═══ Provided records ═══

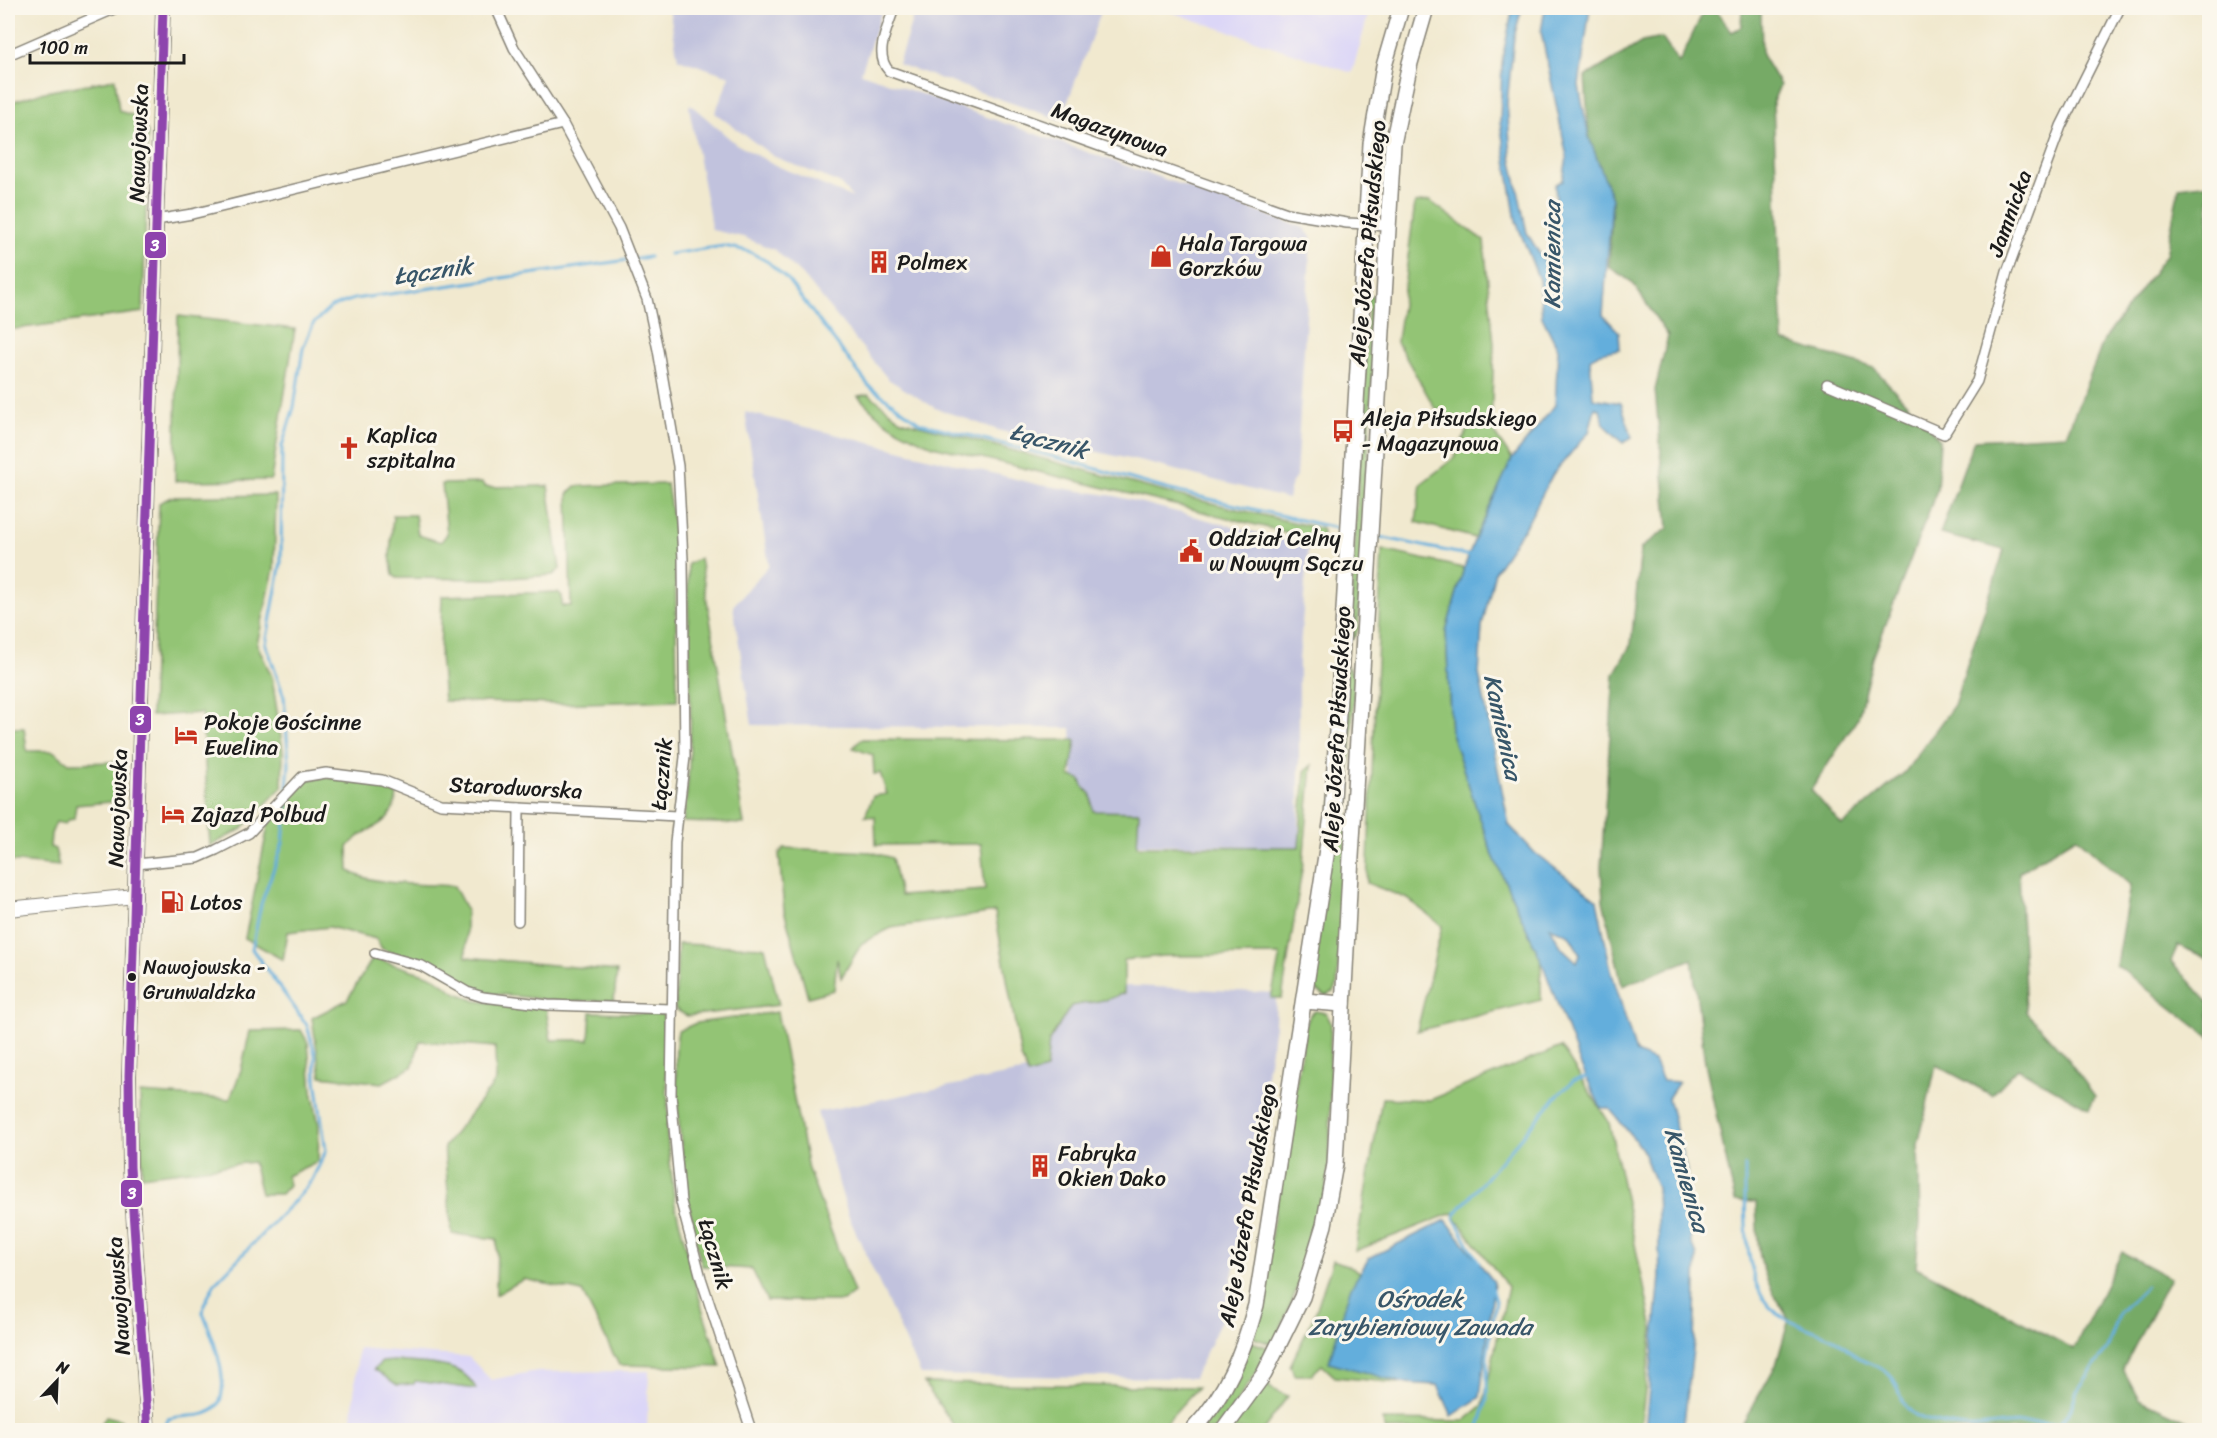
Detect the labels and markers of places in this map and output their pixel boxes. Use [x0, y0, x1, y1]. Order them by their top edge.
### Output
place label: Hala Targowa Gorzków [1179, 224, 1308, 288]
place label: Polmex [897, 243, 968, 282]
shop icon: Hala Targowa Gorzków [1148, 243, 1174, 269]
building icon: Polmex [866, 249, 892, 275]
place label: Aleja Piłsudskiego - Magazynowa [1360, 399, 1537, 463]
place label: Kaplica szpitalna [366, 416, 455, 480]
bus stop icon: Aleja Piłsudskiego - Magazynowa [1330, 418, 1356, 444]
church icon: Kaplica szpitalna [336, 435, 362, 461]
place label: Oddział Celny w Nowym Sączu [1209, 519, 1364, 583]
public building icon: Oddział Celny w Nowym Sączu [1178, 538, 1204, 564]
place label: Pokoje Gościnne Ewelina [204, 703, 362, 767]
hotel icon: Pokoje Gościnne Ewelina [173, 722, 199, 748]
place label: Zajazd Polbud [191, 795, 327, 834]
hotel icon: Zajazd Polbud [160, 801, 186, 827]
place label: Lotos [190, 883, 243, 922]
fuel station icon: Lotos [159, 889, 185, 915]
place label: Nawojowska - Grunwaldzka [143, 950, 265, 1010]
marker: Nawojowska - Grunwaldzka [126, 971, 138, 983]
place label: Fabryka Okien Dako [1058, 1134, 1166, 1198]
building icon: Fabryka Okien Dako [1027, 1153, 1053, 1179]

═══
═══ Provided records ═══

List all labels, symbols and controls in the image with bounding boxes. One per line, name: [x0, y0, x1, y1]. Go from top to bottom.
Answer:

═══

Task goal: Find the word "labels" in the material, then list each line that holds it.

Output:
Detect the labels and markers of places in this map and output their pixel boxes. Use [x0, y0, x1, y1]. Order them by their top edge.
List all labels, symbols and controls in the image with bounding boxes. One per line, name: [x0, y0, x1, y1]. Go from top to bottom.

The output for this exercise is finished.